Los Alamos told NMED in a July 30 letter that it was “provisionally” applying EPA Hazardous Waste Number D001 for the characteristic of ignitability to 89 nitrate salt-bearing waste drums stored at the lab.

“The permittees are re-evaluating the waste characterization information concerning these nitrate salt waste streams,” Los Alamos said in the letter. “Pending completion of this re-evaluation, permittees are conservatively adding the D001 waste number. Because this evaluation is ongoing, the application of D001 is considered provisional and may change to include and/or remove containers/waste streams in the future.”

But Flynn appeared to question Los Alamos’ action, ordering the lab to “thoroughly describe and provide the reasoning and analyses for the speculation that both the remediated and unremediated [nitrate salt-bearing] waste is an oxidizer and the subsequent assignment of EPA Hazardous Waste Number D001.”

Flynn also expressed skepticism that Los Alamos could “provisionally” reclassify wastes as ignitable under current federal hazardous waste regulations and guidance.

“The permittees shall describe the regulatory basis for ‘provisionally’ applying the EPA Hazardous Waste Number D001,” Flynn said. “The state is not aware that this approach is supported by regulations or EPA guidance documents. If there are such provisions, the permittees shall provide copies of or links to the documents.”

Flynn further asked Los Alamos to provide documentation supporting its verbal notification to NMED that it was “conservatively” assigning EPA Hazardous Waste Number D002 for potentially corrosive wastes to some of the 29 unremediated nitrate salt-bearing waste drums at the lab.

“The permittees shall thoroughly describe and provide the reasoning and analyses, including the associated documentation for each container (e.g., real-time radiography videos and batch data reports, visual examinations batch data reports, etc.) why the unremediated waste is corrosive and why the assignment of EPA Hazardous Waste Number D002 is appropriate,” he said.

Flynn also asked Los Alamos to identify the specific waste drums holding potentially corrosive wastes and to describe the lab’s plans for processing wastes to remove concerns about ignitability and corrosivity.

Los Alamos previously characterized the nitrate salt-based wastes on the basis of so-called “acceptable knowledge” about their composition, which generally reflects analyses done on similar waste streams generated by the lab in the past.

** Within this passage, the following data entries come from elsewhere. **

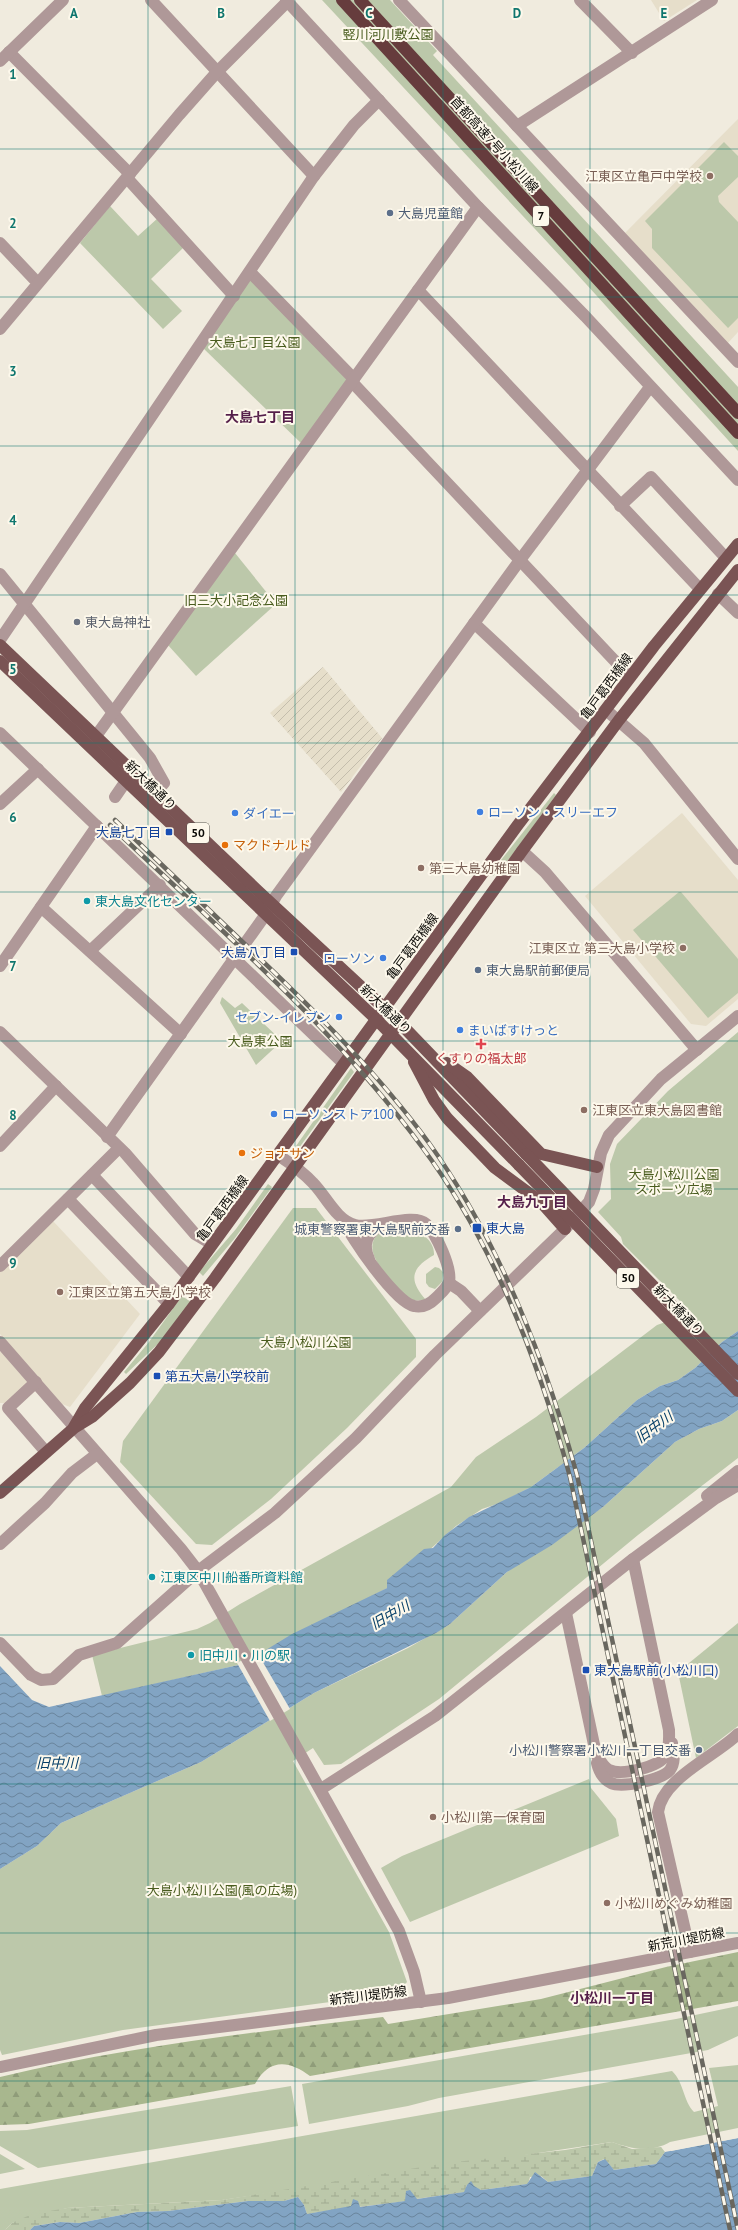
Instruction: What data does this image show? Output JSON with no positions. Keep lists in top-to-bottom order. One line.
{"streets":{"highway":["首都高速7号小松川線","7"],"main road":["亀戸葛西橋線","新大橋通り","50"],"street":["新荒川堤防線"]},"crossings":[["亀戸葛西橋線","新大橋通り"]],"districts":["大島七丁目","大島九丁目","小松川一丁目"],"water":["旧中川"],"parks":["竪川河川敷公園","大島七丁目公園","旧三大小記念公園","大島東公園","大島小松川公園 スポーツ広場","大島小松川公園","大島小松川公園(風の広場)"],"places":{"other":["江東区立亀戸中学校","大島児童館","東大島神社","ローソン・スリーエフ","ダイエー","マクドナルド","第三大島幼稚園","東大島文化センター","江東区立 第三大島小学校","ローソン","東大島駅前郵便局","セブン-イレブン","まいばすけっと","江東区立東大島図書館","ローソンストア100","ジョナサン","城東警察署東大島駅前交番","江東区立第五大島小学校","江東区中川船番所資料館","旧中川・川の駅","小松川警察署小松川一丁目交番","小松川第一保育園","小松川めぐみ幼稚園"],"transit":["大島七丁目","大島八丁目","東大島","第五大島小学校前","東大島駅前(小松川口)"],"health":["くすりの福太郎"]},"grid":{"columns":["A","B","C","D","E"],"rows":["1","2","3","4","5","6","7","8","9"]}}
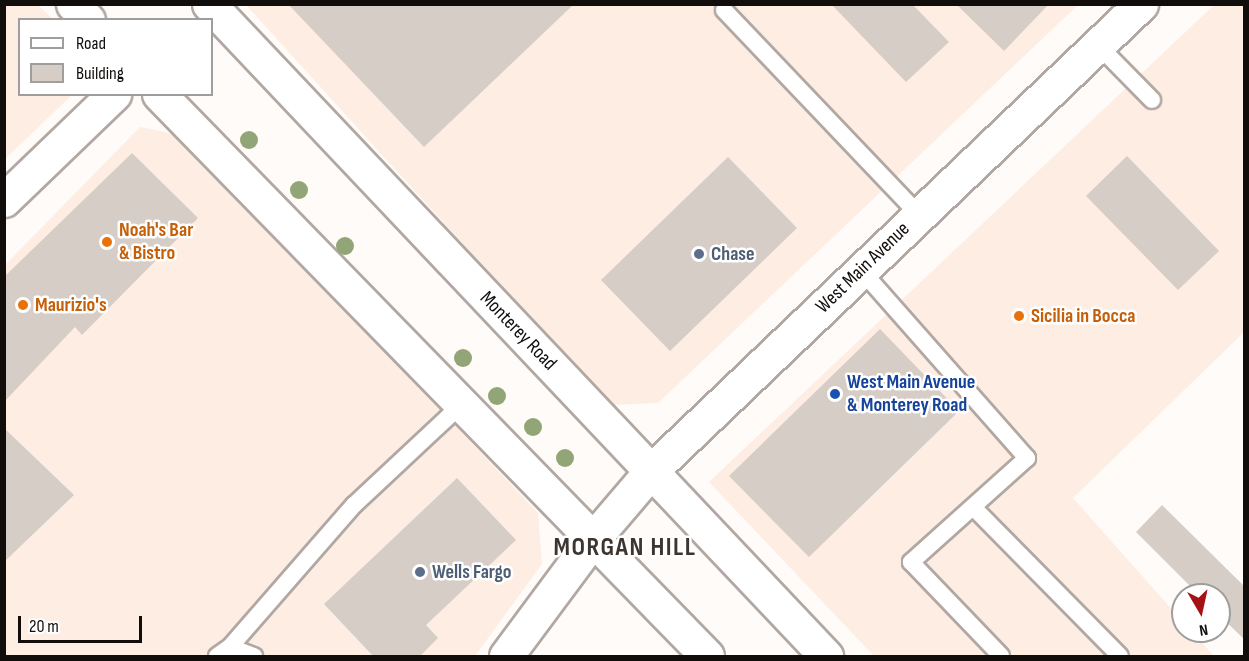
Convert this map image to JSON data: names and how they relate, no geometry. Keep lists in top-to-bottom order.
{
  "streets": {
    "main road": ["West Main Avenue", "Monterey Road"]
  },
  "crossings": [
    ["West Main Avenue", "Monterey Road"]
  ],
  "districts": ["MORGAN HILL"],
  "places": [
    "Noah's Bar & Bistro",
    "Chase",
    "Maurizio's",
    "Sicilia in Bocca",
    "West Main Avenue & Monterey Road",
    "Wells Fargo"
  ],
  "legend": ["Road", "Building"],
  "scale_bar": "20 m",
  "north": "bottom"
}
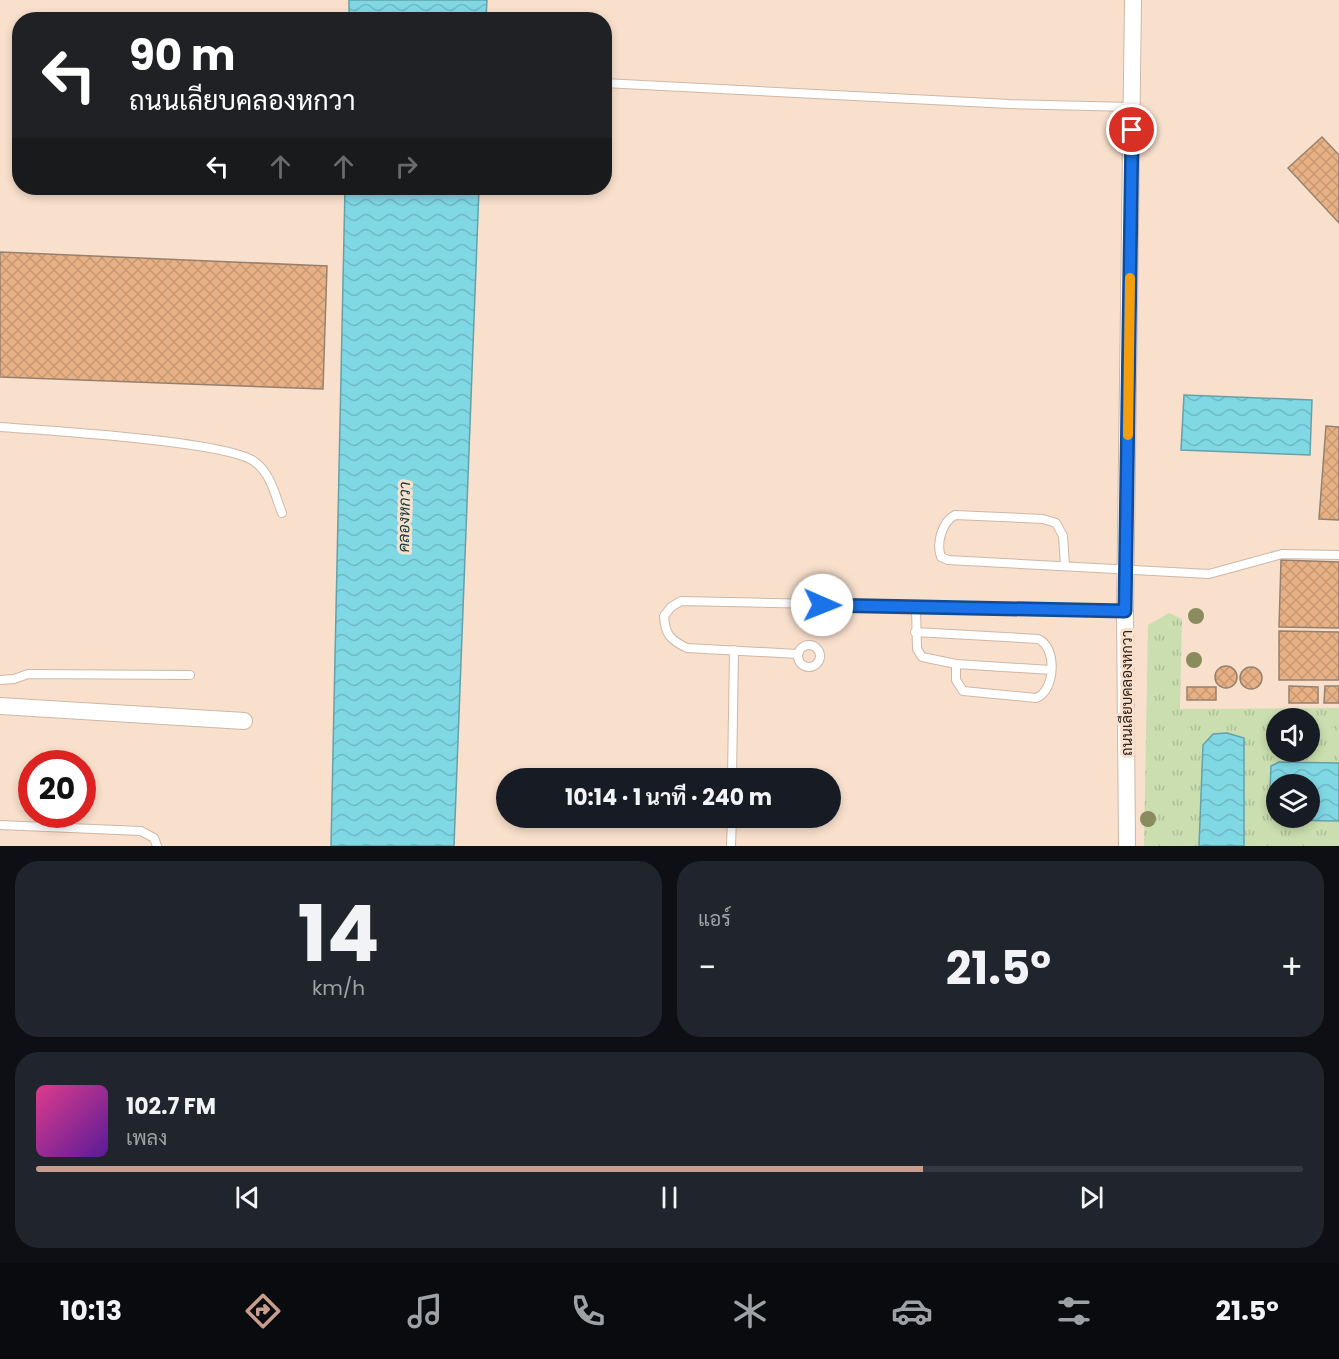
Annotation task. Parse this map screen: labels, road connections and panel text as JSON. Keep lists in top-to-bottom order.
{
  "streets": {
    "street": ["ถนนเลียบคลองหกวา"]
  },
  "water": ["คลองหกวา"],
  "page": {
    "turn": ["90 m", "ถนนเลียบคลองหกวา"],
    "limit": "20",
    "trip": "10:14 · 1 นาที · 240 m",
    "tile": [
      ["14", "km/h"],
      "แอร์"
    ],
    "heat": ["−", "21.5°", "+"],
    "song": ["102.7 FM", "เพลง"],
    "tabs": ["10:13", "21.5°"]
  }
}
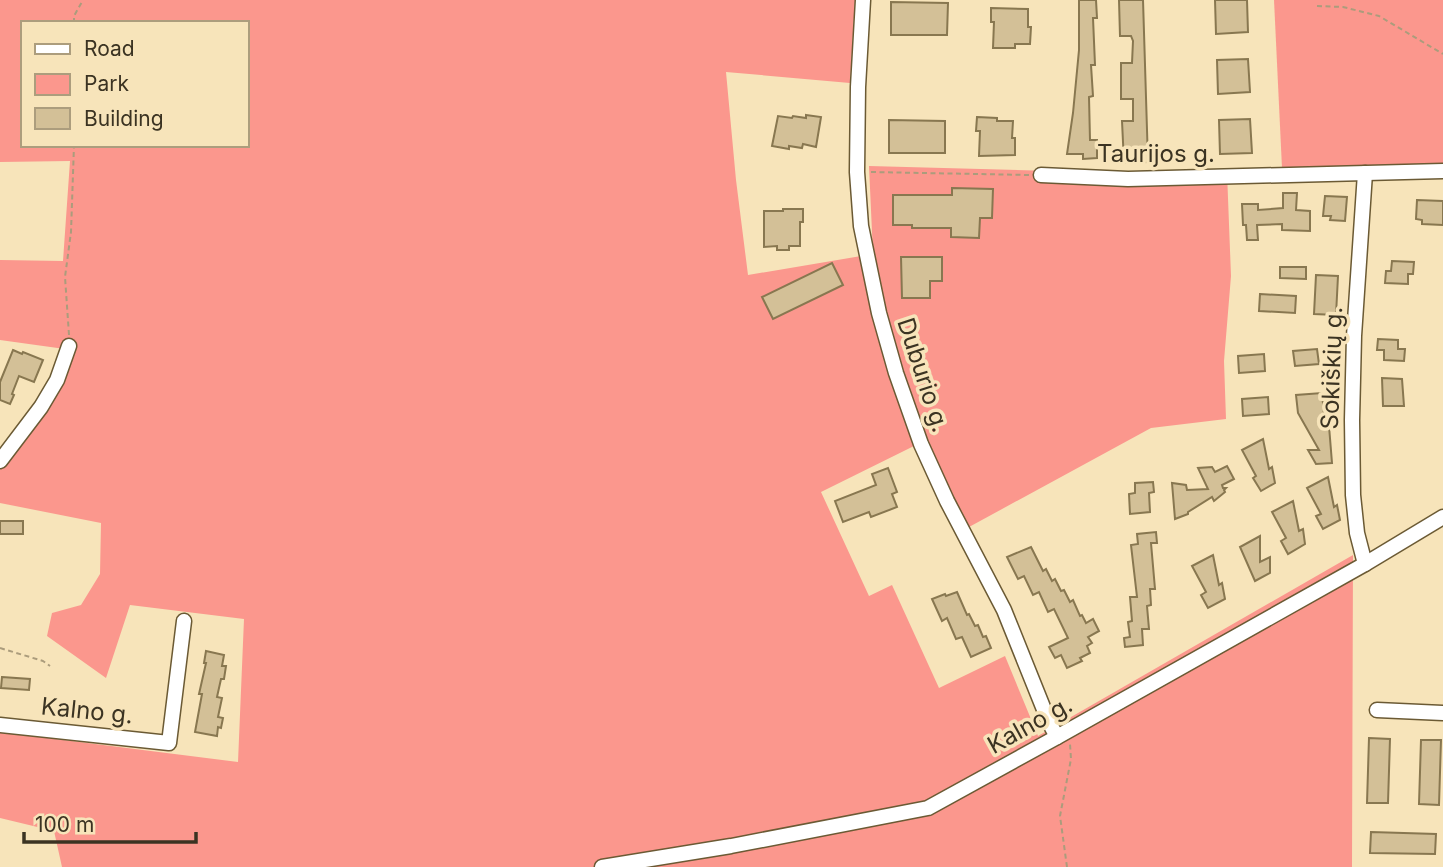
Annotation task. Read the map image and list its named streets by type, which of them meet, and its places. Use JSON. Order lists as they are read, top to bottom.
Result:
{
  "streets": {
    "street": [
      "Taurijos g.",
      "Sokiškių g.",
      "Duburio g.",
      "Kalno g."
    ]
  },
  "crossings": [
    ["Taurijos g.", "Sokiškių g."],
    ["Sokiškių g.", "Kalno g."],
    ["Duburio g.", "Kalno g."]
  ],
  "legend": ["Road", "Park", "Building"],
  "scale_bar": "100 m"
}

A Feb. 10, 2014, Los Alamos document summarizing acceptable knowledge about the nitrate salt wastes states flatly that “these salts do not meet the definition of a [Department of Transportation-classified] oxidizer (i.e., they would not stimulate combustion)” and thus were not ignitable wastes.

However, in an August 13 letter to DOE officials at WIPP, two senior Los Alamos officials said that “due to recent events at WIPP, and re-evaluation of acceptable knowledge information [about the nitrate salt-bearing wastes],the Carlsbad Field Office notified LANL that there was a [waste] manifest discrepancy based on WIPP’s determination that nitrate salt-bearing waste containers required application of EPA Hazardous Waste Number D001 and Department of Transportation subsidiary Hazard Division 5.1.”